The standard instrument that an attorney would draft to effectuate the change of title in this situation is a called a “special warranty” deed. A common misconception held by a number of real estate professionals, however, is that a “quitclaim” deed is the instrument of choice in this type of situation. A quitclaim deed is NOT the preferred vehicle to accomplish this purpose and, in fact, is a disfavored form of conveyance in Maryland. The major problem with a quitclaim deed is that it provides no assurance to a grantee/purchaser as to the validity of title. The grantor, through a quitclaim deed, does not profess to own the property and purports to convey only that interest, IF ANY, he may have with respect to the property. A special warranty deed, on the other hand, provides certain assurances to the grantee/purchaser that the grantor will protect him against certain types of title problems.
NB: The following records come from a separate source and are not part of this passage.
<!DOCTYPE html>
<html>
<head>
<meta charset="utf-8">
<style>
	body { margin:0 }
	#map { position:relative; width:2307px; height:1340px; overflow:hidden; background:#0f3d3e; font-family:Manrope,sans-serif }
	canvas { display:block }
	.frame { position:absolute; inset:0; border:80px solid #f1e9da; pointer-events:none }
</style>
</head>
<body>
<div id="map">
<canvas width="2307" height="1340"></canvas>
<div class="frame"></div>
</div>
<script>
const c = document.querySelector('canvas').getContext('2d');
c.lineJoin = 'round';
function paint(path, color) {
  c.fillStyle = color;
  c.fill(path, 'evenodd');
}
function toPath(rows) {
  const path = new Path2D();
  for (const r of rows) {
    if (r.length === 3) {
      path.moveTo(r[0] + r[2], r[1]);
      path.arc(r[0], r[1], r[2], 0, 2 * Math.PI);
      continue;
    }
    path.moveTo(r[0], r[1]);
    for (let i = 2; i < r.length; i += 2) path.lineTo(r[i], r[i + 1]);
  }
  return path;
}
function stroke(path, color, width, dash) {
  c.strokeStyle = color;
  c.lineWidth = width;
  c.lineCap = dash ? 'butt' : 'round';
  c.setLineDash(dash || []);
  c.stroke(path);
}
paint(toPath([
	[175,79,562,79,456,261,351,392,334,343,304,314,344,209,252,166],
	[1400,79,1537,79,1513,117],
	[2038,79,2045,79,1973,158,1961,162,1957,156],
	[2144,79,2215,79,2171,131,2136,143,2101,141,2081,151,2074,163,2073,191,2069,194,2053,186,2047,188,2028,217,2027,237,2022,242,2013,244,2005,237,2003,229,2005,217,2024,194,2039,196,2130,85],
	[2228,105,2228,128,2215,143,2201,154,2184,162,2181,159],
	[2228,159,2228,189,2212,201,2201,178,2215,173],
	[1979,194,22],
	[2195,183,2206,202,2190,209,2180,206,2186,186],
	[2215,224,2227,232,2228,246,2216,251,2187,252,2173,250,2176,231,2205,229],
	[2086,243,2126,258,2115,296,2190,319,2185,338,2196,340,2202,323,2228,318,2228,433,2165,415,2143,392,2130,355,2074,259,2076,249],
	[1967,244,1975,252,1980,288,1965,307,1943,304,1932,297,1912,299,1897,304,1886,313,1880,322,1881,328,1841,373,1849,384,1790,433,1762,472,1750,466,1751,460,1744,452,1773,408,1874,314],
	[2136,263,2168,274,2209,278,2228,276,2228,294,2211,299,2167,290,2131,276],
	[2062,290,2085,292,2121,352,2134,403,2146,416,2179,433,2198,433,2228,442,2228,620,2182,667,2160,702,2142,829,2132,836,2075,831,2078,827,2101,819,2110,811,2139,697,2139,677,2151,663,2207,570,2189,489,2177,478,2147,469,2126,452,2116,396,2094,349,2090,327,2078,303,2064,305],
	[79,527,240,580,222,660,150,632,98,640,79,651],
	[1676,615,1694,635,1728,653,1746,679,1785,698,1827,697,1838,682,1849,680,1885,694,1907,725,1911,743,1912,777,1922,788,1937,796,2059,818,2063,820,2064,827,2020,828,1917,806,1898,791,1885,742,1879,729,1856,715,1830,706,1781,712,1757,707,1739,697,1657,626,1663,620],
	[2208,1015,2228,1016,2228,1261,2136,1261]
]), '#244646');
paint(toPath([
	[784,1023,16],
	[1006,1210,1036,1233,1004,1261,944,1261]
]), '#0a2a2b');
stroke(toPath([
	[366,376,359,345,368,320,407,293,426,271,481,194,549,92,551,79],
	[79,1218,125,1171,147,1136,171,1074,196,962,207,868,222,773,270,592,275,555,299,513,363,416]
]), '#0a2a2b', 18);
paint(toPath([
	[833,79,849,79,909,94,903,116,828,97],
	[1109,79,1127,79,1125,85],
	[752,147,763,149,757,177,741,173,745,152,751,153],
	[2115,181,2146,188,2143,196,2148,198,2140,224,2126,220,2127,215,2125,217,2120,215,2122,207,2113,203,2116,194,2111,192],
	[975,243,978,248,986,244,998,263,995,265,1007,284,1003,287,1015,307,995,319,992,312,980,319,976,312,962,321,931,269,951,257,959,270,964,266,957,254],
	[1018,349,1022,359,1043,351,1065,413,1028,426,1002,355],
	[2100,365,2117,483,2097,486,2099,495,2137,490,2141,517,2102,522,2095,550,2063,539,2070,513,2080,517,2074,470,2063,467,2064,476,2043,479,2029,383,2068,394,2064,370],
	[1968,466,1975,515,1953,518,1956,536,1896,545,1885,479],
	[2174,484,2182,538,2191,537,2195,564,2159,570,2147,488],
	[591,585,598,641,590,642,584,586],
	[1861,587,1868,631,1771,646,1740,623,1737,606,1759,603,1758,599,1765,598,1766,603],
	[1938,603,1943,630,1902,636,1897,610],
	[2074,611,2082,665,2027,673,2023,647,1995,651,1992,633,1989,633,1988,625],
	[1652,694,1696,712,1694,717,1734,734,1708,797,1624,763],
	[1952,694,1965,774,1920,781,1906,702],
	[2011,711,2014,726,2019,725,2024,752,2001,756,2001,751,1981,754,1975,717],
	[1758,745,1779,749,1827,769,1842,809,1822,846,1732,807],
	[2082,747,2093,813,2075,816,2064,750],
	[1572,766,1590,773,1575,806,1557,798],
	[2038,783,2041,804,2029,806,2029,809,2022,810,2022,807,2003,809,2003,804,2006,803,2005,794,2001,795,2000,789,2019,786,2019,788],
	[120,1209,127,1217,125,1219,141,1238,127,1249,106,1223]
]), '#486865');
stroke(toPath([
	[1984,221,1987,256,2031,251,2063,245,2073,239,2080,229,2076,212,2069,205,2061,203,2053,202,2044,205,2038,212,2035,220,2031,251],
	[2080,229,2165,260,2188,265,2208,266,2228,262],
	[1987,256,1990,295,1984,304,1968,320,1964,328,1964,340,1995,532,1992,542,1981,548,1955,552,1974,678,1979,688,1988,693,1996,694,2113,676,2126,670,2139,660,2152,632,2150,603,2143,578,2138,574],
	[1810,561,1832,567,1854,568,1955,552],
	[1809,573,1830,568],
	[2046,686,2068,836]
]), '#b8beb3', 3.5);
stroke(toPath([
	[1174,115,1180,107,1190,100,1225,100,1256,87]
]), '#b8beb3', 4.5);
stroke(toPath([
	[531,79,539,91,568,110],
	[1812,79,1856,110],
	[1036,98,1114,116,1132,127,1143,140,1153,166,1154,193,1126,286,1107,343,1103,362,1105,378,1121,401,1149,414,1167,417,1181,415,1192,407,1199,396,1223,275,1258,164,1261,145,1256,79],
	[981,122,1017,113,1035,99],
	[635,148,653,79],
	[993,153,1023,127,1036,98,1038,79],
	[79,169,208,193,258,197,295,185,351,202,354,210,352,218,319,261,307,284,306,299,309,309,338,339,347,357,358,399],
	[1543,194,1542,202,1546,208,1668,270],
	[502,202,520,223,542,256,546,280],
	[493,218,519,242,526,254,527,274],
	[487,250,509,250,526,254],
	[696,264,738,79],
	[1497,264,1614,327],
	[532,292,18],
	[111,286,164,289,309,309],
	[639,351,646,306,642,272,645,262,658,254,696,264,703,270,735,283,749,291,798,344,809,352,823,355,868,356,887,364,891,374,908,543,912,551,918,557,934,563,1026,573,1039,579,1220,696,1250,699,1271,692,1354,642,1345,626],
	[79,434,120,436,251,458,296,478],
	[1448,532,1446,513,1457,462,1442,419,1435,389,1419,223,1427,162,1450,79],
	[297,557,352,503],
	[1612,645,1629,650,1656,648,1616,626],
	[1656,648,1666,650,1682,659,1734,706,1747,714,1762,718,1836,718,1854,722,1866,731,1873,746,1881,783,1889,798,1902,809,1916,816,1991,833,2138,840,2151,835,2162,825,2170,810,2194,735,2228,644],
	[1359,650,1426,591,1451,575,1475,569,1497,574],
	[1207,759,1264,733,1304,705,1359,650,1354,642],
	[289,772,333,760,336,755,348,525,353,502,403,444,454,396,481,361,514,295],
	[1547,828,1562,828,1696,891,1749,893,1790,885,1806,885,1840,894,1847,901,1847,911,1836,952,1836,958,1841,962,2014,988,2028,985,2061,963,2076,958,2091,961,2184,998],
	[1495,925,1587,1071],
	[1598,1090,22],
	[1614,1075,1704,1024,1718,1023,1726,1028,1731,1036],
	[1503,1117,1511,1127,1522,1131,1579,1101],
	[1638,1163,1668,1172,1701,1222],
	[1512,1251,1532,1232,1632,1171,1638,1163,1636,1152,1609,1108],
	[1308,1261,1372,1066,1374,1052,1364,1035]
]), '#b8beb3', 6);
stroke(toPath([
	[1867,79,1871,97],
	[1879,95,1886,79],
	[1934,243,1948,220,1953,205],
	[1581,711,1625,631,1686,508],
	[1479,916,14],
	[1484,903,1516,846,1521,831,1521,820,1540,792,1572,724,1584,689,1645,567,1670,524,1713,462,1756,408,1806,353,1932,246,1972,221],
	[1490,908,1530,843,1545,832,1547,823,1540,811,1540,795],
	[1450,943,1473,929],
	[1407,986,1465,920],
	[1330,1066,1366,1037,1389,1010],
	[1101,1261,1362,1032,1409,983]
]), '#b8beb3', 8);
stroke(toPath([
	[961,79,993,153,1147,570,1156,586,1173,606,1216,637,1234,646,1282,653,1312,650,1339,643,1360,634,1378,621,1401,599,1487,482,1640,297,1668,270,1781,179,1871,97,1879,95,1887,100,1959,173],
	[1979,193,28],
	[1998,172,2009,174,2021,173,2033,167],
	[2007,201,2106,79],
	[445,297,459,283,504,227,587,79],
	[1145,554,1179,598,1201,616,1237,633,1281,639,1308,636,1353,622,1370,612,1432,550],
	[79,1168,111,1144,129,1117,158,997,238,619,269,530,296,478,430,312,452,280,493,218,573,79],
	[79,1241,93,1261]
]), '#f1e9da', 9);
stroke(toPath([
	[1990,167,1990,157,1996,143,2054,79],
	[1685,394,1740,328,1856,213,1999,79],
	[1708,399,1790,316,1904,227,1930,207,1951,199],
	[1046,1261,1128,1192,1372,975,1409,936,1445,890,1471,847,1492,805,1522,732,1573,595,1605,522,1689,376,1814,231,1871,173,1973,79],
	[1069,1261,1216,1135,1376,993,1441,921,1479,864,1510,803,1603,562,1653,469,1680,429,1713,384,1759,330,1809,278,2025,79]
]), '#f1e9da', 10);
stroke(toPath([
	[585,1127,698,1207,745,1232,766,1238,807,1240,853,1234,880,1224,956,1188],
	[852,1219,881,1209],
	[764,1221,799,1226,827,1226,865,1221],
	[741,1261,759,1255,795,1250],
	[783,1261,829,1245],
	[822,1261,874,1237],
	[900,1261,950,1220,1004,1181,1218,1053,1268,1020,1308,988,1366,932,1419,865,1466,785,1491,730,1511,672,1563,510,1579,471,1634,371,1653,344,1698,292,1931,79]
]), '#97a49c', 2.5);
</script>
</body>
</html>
A special warranty deed is, typically, the type of deed utilized in Maryland to convey real estate. There are only a few very limited and specific instances where the quitclaim deed is the preferred vehicle to convey property in Maryland. One major example is where the interest being conveyed by the grantor is questionable or not fully determinable.
Common sense would dictate that a deed of equal “dignity” should be utilized with resect to all Maryland conveyances, including the simple transfer from one co-owner to another. Hopefully, this misconception regarding quitclaim deeds will discontinue in the course of time.